(Stored data entries)
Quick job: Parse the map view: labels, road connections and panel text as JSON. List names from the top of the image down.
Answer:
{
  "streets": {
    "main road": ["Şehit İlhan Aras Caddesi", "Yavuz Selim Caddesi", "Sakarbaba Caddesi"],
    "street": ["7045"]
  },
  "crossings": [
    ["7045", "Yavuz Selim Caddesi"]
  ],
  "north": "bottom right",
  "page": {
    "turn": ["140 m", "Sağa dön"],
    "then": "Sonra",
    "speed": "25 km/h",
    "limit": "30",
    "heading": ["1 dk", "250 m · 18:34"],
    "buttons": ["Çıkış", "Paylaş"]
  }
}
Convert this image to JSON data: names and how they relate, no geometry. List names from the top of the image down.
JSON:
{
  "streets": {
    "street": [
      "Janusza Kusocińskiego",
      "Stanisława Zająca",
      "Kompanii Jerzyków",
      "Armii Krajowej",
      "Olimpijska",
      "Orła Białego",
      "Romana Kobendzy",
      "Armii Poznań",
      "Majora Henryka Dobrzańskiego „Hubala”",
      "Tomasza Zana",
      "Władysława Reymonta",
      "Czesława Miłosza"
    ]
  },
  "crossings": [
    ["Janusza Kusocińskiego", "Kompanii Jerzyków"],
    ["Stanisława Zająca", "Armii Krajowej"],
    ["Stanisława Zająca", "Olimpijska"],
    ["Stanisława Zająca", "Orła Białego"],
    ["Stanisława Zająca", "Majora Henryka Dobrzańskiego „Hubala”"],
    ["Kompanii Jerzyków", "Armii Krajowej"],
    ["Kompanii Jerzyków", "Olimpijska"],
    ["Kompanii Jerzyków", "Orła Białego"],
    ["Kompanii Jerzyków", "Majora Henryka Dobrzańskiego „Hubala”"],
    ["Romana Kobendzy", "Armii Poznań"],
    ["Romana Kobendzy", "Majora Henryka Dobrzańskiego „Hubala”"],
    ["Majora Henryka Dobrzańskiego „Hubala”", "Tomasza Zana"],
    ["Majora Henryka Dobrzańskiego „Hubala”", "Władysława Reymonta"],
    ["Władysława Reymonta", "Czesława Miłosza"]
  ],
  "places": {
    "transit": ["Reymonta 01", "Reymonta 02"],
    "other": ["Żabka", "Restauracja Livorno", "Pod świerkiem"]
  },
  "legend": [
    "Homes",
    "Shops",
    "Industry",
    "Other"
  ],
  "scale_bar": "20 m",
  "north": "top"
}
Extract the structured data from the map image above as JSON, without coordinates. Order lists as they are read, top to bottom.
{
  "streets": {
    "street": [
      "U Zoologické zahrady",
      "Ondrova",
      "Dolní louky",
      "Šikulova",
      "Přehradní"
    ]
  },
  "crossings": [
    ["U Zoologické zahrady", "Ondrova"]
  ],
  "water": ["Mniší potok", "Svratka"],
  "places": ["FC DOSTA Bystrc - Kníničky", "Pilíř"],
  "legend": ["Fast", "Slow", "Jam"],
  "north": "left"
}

## Aim of the exercise
Print the entries exactly. Include every one.

## Response
Quick job: Parse the map view: labels, road connections and panel text as JSON. List names from the top of the image down.
Answer:
{
  "streets": {
    "main road": ["Şehit İlhan Aras Caddesi", "Yavuz Selim Caddesi", "Sakarbaba Caddesi"],
    "street": ["7045"]
  },
  "crossings": [
    ["7045", "Yavuz Selim Caddesi"]
  ],
  "north": "bottom right",
  "page": {
    "turn": ["140 m", "Sağa dön"],
    "then": "Sonra",
    "speed": "25 km/h",
    "limit": "30",
    "heading": ["1 dk", "250 m · 18:34"],
    "buttons": ["Çıkış", "Paylaş"]
  }
}
Convert this image to JSON data: names and how they relate, no geometry. List names from the top of the image down.
JSON:
{
  "streets": {
    "street": [
      "Janusza Kusocińskiego",
      "Stanisława Zająca",
      "Kompanii Jerzyków",
      "Armii Krajowej",
      "Olimpijska",
      "Orła Białego",
      "Romana Kobendzy",
      "Armii Poznań",
      "Majora Henryka Dobrzańskiego „Hubala”",
      "Tomasza Zana",
      "Władysława Reymonta",
      "Czesława Miłosza"
    ]
  },
  "crossings": [
    ["Janusza Kusocińskiego", "Kompanii Jerzyków"],
    ["Stanisława Zająca", "Armii Krajowej"],
    ["Stanisława Zająca", "Olimpijska"],
    ["Stanisława Zająca", "Orła Białego"],
    ["Stanisława Zająca", "Majora Henryka Dobrzańskiego „Hubala”"],
    ["Kompanii Jerzyków", "Armii Krajowej"],
    ["Kompanii Jerzyków", "Olimpijska"],
    ["Kompanii Jerzyków", "Orła Białego"],
    ["Kompanii Jerzyków", "Majora Henryka Dobrzańskiego „Hubala”"],
    ["Romana Kobendzy", "Armii Poznań"],
    ["Romana Kobendzy", "Majora Henryka Dobrzańskiego „Hubala”"],
    ["Majora Henryka Dobrzańskiego „Hubala”", "Tomasza Zana"],
    ["Majora Henryka Dobrzańskiego „Hubala”", "Władysława Reymonta"],
    ["Władysława Reymonta", "Czesława Miłosza"]
  ],
  "places": {
    "transit": ["Reymonta 01", "Reymonta 02"],
    "other": ["Żabka", "Restauracja Livorno", "Pod świerkiem"]
  },
  "legend": [
    "Homes",
    "Shops",
    "Industry",
    "Other"
  ],
  "scale_bar": "20 m",
  "north": "top"
}
Extract the structured data from the map image above as JSON, without coordinates. Order lists as they are read, top to bottom.
{
  "streets": {
    "street": [
      "U Zoologické zahrady",
      "Ondrova",
      "Dolní louky",
      "Šikulova",
      "Přehradní"
    ]
  },
  "crossings": [
    ["U Zoologické zahrady", "Ondrova"]
  ],
  "water": ["Mniší potok", "Svratka"],
  "places": ["FC DOSTA Bystrc - Kníničky", "Pilíř"],
  "legend": ["Fast", "Slow", "Jam"],
  "north": "left"
}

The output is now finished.